Whatever the case may be, if you qualify as a high net worth individual it’s very likely you have a soft spot for New York or London.
Knight Frank and Citi Private Bank’s 2013 Wealth Report describes the two financial powerhouses as the most important for the super-rich of the world, even while emerging economies are creating extraordinary amounts of wealth.
The London-based property consultancy placed New York and London at number one and two, respectively, on their list of “Top 30 Global Cities by High Net Worth Individual Population.” A high net worth individual (HNWI) is a person with net assets of over $30 million US.
According to Knight Frank, New York was home to 7,580 HNWI in 2012. The population of HNWI’s is expected to rise 36 percent to 10,306 by 2022. London will also experience a 36 percent increase in its population of HWNIs, from 6,015 by 2012’s count to 8,202 in 2022.
Six other US cities were ranked in the top 30 global cities list. Mexico City in the 12th spot and Toronto in the 20th spot were the only other North American entries. Tokyo, San Francisco and Los Angeles rounded out the top five.
While more HNWIs live in New York, Knight Frank and Citi found that more uber-affluent individuals prefer London to New York in its Attitude Survey included in The Wealth Report (it might have something to do with the cooler phone booths).

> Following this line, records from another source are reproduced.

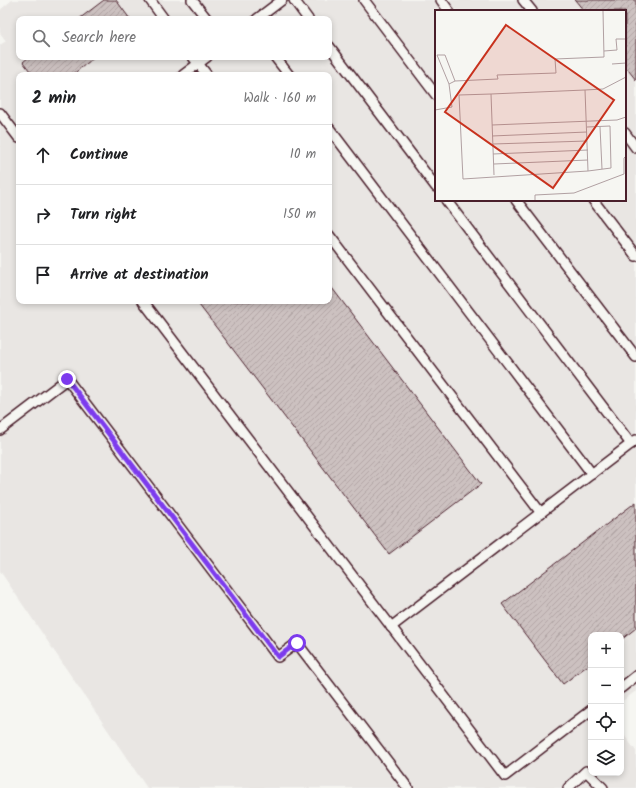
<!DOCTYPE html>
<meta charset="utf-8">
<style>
body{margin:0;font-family:Kalam,sans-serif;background:#f2f2f2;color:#202124}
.controls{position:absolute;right:12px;bottom:12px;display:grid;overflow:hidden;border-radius:8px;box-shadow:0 2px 6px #0003}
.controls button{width:36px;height:36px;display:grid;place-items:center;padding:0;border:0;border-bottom:1px solid #e0e0e0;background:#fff;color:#202124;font:20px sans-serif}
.stop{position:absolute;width:12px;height:12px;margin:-9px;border:3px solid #7c3aed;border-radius:50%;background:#fff}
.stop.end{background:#7c3aed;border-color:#fff;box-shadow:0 1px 4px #0008}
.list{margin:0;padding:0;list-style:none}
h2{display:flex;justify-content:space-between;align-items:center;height:52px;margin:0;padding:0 16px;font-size:17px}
h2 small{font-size:13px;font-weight:400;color:#757577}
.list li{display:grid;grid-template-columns:26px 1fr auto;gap:12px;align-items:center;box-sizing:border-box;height:60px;padding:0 16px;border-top:1px solid #e0e0e0}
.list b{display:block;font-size:15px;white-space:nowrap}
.list em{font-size:13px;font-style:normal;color:#757577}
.icon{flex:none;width:22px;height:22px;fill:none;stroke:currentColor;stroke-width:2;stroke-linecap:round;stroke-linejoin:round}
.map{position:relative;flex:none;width:636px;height:788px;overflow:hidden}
.search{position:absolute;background:#fff;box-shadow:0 2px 6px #0003;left:16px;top:16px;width:316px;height:44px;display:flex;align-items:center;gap:10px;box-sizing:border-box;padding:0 14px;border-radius:8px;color:#757577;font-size:15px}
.panel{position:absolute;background:#fff;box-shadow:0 2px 6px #0003;left:16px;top:72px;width:316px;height:232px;border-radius:8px}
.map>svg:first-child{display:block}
</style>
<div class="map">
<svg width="636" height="788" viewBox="0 0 636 788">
<defs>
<pattern id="building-hatch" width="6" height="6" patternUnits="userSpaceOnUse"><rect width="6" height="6" fill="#ccc1c0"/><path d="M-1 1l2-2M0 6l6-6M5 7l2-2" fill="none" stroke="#b1a5a5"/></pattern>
</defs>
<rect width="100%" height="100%" fill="#f6f6f2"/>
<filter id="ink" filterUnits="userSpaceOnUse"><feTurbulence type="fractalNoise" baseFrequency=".025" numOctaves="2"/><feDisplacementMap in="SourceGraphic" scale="8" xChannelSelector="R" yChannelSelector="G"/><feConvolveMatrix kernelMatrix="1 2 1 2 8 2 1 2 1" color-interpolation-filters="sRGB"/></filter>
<g filter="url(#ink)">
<path fill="#e9e6e3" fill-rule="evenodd" d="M 12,0 L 636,0 L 636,691 L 621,702 L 621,635 L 591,635 L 591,773 L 621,773 L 621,731 L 636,751 L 636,788 L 147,788 L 0,571 L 0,45 L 6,41 L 0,33 L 0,10 ZM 436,11 L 625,11 L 625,200 L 436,200 ZM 19,19 L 329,19 L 329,57 L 19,57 ZM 19,75 L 329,75 L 329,301 L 19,301 Z"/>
<g fill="url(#building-hatch)" stroke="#4a1f2b">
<polygon points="104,0 116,0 130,19 79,19"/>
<polygon points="575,0 636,0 636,80 625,66 625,11 584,11"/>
<polygon points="29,57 95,57 72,75 33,75 23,62"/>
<polygon points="329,284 481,484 389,554 196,301 329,301"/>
<polygon points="636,502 636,628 621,640 621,635 591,635 591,663 563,684 502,604"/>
</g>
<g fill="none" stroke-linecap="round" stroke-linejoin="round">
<defs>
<g id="lane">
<polyline points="150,0 164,19"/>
<polyline points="192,0 207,19"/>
<polyline points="294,0 308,19"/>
<polyline points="364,0 436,95"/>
<polyline points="441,0 449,11"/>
<polyline points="523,0 532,11"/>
<polyline points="257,19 282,0"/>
<polyline points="329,46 436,187"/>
<polyline points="193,57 207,75"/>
<polyline points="275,57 289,75"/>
<polyline points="183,75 207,57"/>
<polyline points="0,113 19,138"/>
<polyline points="329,128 592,474"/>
<polyline points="625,133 636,148"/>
<polyline points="446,200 631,444"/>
<polyline points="516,200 636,357"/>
<polyline points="593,200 636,256"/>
<polyline points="329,235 541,513"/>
<polyline points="143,301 505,776 591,710"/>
<polyline points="0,430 67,379 278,657 297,643 408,788"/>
<polyline points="391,627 636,440"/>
<polyline points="621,688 636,676"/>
<polyline points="568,788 586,771 603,788"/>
</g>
</defs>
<use href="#lane" stroke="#4a1f2b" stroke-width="12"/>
<use href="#lane" stroke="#f6f6f2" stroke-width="9"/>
</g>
</g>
<g fill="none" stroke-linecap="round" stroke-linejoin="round" filter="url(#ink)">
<polyline stroke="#7c3aed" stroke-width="5" points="67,379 278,657 297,643"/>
</g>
<g transform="translate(435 10)">
<rect width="191" height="191" fill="#f6f6f2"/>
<path fill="none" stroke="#b1a0a2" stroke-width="1" d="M 169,41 L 182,40 L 181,29 L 191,29M 177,54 L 191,53M 14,74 L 2,45 L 10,45 L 20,71M 150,80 L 153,161 L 28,169 L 24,85 L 56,84 L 150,80 L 168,79 L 191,67M 56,84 L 59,165M 0,100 L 17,97 L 14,74 L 20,71 L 63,69 L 62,65 L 121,63 L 120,49 L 169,47 L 168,1M 57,115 L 182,110 L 191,107M 152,117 L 175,116 L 176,158 L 153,161M 165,117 L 167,159M 57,126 L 152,122M 58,134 L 152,131M 58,144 L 153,140M 59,154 L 153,150M 100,190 L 100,185 L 139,183 L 189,164 L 189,148 L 191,146"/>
<path fill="#c8321e" fill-opacity="0.15" stroke="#c8321e" stroke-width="2" d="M 71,15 L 179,90 L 118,178 L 10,102 Z"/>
<rect width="191" height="191" fill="none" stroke="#4a1f2b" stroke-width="2"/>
</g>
</svg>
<div class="controls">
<button>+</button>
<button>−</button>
<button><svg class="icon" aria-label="locate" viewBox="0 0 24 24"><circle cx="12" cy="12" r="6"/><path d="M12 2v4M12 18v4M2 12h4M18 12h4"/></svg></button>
<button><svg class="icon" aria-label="layers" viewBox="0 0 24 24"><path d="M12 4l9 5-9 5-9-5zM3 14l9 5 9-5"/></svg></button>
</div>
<div class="stop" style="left:297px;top:643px"></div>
<div class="stop end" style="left:67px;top:379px"></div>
<div class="search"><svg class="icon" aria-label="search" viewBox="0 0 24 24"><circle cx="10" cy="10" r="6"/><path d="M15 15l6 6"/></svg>Search here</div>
<section class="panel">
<h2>2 min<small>Walk · 160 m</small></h2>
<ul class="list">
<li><svg class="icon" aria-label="ahead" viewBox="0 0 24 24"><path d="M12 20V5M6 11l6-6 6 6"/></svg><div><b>Continue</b></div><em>10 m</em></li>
<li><svg class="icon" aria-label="right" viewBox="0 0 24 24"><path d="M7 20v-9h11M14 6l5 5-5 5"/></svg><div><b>Turn right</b></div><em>150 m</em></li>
<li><svg class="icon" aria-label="arrive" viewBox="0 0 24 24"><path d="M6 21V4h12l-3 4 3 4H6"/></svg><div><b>Arrive at destination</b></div></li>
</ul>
</section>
</div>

“Based on global sentiment alone, London leapfrogs New York, which lags behind by some distance,” the report states. “Geography must play a part in this. While statistics make New York the global leader, its distance from the wealth hubs of the Middle East, Russia and Asia-Pacific puts it at something of a disadvantage compared with the more centrally located London.”
The report also noted that Shanghai and Beijing are rising through the sentiment rankings, knocking European centers Paris and Geneva down the list.
However, in its “Overall Cities That Matter to HNWIs” list, New York manages to edge out London with superior rankings in Economic Activity and Quality of Life.
Urban centers in emerging economies like Brazil and China, may climb higher in the rankings over the next decade, but it’s unlikely that any city will unseat New York and London from the top spots any time soon.